(Record extracts Opens)

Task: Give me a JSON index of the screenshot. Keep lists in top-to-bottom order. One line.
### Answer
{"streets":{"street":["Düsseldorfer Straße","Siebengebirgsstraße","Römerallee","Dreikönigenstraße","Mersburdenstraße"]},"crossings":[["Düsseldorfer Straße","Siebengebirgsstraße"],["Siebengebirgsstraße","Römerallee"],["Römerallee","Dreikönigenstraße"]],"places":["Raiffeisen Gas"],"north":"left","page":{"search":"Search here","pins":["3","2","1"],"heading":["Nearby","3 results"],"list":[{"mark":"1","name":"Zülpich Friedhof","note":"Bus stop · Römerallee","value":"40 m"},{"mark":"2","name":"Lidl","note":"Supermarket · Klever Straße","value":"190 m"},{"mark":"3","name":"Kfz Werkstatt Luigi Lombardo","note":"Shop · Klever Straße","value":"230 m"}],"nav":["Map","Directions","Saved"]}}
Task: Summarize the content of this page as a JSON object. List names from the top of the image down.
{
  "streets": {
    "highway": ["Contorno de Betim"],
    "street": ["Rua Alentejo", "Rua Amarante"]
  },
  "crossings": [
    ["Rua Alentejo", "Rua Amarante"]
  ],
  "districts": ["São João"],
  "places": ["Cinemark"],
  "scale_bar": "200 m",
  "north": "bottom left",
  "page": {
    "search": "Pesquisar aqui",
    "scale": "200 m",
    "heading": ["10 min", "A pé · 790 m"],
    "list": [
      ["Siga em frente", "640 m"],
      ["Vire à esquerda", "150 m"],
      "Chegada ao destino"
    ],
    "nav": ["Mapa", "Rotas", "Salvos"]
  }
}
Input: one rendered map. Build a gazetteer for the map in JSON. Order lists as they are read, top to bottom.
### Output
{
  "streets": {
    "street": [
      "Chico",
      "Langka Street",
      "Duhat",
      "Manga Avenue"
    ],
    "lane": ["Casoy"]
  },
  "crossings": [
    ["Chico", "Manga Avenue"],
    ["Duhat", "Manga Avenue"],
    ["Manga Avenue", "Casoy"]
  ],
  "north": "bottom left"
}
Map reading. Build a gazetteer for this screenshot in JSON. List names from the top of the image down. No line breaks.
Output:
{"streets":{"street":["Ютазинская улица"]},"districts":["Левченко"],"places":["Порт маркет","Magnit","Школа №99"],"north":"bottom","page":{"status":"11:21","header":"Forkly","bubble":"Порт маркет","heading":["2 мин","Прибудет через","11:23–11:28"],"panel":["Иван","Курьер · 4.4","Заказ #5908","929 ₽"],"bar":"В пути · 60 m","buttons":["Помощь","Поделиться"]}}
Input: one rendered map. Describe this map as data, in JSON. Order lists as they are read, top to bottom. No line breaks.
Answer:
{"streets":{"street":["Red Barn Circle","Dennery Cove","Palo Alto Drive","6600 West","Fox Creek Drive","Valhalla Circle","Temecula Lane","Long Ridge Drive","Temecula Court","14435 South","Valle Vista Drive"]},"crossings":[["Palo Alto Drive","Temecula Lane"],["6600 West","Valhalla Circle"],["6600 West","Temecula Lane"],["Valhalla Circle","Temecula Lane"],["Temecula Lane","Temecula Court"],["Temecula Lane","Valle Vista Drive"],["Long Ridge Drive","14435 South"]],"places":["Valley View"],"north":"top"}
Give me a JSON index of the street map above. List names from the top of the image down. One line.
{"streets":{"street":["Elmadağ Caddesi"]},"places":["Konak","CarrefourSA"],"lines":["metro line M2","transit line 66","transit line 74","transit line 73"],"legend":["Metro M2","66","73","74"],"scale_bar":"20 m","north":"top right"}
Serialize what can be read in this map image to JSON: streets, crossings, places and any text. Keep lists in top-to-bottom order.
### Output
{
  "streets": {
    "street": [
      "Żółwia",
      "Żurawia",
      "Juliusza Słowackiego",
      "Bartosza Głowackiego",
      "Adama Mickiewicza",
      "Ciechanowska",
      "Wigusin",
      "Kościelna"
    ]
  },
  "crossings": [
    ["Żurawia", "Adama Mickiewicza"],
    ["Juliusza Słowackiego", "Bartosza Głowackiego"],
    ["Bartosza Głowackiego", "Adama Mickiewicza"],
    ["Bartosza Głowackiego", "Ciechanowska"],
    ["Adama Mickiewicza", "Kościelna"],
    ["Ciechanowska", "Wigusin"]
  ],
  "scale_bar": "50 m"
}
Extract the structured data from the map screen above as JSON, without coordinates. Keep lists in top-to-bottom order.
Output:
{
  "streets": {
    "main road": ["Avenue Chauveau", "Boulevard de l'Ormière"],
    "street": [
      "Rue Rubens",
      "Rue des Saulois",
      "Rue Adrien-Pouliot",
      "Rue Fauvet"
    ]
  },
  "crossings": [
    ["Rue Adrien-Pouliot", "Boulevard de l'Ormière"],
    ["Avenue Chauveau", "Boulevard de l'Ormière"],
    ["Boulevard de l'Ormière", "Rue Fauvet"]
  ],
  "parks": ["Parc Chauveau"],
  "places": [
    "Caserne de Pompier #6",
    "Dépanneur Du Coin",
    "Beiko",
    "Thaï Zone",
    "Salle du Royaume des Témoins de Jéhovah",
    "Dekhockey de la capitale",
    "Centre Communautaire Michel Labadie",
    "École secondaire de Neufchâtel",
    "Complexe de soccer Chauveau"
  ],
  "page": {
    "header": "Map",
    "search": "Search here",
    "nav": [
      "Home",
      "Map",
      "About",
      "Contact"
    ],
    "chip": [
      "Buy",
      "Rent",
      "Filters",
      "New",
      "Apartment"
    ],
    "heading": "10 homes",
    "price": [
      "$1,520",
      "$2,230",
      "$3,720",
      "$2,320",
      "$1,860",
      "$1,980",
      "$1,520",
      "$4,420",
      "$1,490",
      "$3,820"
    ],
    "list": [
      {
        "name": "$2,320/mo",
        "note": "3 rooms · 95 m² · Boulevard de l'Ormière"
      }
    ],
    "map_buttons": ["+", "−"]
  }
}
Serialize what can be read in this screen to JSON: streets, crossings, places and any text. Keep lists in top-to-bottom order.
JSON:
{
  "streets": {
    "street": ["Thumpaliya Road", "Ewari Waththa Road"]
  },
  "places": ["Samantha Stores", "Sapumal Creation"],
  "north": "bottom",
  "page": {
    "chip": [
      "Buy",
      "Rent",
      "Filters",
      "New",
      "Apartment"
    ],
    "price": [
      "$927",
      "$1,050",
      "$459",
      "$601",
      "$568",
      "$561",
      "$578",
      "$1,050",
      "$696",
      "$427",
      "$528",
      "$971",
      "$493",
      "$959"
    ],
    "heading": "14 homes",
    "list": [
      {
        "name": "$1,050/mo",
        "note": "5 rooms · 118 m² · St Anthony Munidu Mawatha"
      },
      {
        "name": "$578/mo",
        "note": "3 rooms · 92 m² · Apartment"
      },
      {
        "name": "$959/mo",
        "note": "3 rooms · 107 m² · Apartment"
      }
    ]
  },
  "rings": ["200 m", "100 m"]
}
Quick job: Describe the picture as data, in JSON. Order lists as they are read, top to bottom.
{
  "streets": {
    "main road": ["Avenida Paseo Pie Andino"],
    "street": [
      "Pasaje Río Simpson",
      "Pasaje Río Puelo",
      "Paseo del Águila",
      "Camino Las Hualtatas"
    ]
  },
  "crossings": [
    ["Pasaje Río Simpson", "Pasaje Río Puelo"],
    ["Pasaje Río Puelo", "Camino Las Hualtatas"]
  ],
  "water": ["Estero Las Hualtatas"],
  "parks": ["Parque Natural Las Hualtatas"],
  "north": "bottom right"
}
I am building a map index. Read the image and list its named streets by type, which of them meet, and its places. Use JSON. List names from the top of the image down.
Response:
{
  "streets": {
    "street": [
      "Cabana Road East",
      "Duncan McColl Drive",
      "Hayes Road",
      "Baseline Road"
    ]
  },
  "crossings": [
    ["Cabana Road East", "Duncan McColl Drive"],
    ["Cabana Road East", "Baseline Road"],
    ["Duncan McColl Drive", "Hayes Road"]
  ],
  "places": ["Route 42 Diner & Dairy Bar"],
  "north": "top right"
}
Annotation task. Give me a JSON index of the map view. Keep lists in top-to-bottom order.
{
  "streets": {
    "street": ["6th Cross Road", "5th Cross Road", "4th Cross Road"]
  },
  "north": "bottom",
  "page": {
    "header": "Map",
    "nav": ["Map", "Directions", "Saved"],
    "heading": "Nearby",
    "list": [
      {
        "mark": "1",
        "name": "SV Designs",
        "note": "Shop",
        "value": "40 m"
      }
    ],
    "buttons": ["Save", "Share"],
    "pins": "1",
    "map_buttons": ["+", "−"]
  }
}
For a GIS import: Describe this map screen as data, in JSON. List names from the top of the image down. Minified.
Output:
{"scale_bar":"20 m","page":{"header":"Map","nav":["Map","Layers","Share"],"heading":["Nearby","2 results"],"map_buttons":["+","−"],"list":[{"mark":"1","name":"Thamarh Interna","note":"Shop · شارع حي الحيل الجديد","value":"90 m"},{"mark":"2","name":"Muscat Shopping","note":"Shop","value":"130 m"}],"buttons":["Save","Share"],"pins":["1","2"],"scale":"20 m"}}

(Record extracts Closes)

In the entries above, tally the lines that hold the string "what" and give only the count.

### Answer to this problem
2